GCL Leads the Debt Restructuring of Chaori Solar to Pick Up the Last Link of the Value Chain

GCL Leads the Debt Restructuring of Chaori Solar to Pick Up the Last Link of the Value Chain

By Nancy Wu, Lux Research

Shanghai Chaori Solar Energy Science & Technology (Chaori Solar) recently disclosed an announcement on its progress on debt restructuring after its bankruptcy. According to the announcement, China Great Wall Asset Management Corporation (Great Wall) and Shanghai Jiuyang Investment Management Limited Partnership (Shanghai Jiuyang) are going to issue a debt bond of RMB 880 million for Chaori Solar, of which Great Wall will guarantee the liability up to RMB 788 million. The restructure plan also involves a strategic investor group consisting of nine companies, including Shanghai Jiuyang and GCL Group, and GCL will lead the debt restructuring and become the dominant stockholder of Chaori Solar.

Chaori Solar was the first onshore bond default case in China when it failed to pay full interest on its bonds and had to file for bankruptcy in July 2014. However, the introduction of the Great Wall, which is a major state-owned asset management company, indicates that the financial loss of Chaori's investors and creditors will be curbed by the government. This engagement is similar to Wuxi Guolian entering in the restructuring of Wuxi Suntech and further reinforces the necessity of continued government support in China's PV industry development.
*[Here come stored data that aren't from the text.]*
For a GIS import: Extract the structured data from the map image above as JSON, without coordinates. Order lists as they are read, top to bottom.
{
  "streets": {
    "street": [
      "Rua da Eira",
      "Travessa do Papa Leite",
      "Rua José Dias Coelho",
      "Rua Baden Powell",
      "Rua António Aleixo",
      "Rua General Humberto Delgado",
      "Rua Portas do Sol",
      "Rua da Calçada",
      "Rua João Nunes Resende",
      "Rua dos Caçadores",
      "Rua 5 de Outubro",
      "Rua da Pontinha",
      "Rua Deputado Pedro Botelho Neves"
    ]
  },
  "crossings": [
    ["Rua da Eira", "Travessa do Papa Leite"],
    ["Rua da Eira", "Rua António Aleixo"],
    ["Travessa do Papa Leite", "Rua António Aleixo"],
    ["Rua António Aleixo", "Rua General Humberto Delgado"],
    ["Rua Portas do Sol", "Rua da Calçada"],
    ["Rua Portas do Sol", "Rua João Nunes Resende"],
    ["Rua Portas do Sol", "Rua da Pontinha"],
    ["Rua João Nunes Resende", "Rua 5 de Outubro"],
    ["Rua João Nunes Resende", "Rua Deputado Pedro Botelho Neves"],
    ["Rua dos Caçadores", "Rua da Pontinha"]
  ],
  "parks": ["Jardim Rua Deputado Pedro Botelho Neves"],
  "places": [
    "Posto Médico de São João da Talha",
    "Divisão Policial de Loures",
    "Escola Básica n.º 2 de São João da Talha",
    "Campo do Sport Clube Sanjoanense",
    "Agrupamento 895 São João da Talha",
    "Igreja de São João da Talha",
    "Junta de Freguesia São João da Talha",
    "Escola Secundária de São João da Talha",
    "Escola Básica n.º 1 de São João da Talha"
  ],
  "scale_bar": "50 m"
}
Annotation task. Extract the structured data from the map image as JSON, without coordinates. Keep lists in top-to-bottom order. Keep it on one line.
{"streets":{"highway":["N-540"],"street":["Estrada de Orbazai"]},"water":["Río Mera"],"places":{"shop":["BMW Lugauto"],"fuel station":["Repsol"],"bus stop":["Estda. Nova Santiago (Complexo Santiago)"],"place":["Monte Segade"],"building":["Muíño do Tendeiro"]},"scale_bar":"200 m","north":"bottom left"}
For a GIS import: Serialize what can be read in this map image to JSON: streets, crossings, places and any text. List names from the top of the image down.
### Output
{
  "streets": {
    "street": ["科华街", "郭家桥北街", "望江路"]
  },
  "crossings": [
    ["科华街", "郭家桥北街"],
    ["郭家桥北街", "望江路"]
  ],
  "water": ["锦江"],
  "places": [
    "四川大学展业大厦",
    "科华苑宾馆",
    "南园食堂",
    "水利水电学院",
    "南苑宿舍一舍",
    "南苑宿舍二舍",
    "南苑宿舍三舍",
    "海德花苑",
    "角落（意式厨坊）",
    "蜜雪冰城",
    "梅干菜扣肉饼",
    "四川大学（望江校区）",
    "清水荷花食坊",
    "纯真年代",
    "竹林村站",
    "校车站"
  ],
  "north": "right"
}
More importantly, it can restore the confidence of solar PV investors, particularly under the circumstance of industry consolidation and upgrading.

On the other hand, the strategic investor group will be led by GCL Group, the parent company of GCL-Poly Energy Holdings. As the world's largest polysilicon ingot/wafer supplier, GCL also extends to downstream system development business. The only missing link in its internal value chain is cell and module manufacturing. By acquiring Chaori Solar and adding production capacity of 520 MW solar cell and 800 MW module, among others, GCL can vertically integrate its PV value chain, as most other tier-1 Chinese manufacturers, like ReneSola and Yingli, have already done. This strategic merger will help GCL reorganize its manufacturing assets and adopt its own solar panels rather than module outsourcing, thus further lowering its current system development cost. Other benefits include additional government support along with portfolio diversification, since Chaori's module facility is listed on the norm list approved by the Ministry of Industry and Information Technology. Solar businesses should closely monitor the restructuring process of Chaori Solar, as it demonstrates  constructive state intervention in  struggling Chinese solar companies and represents a good example of how to take over bankrupt solar entities with government support.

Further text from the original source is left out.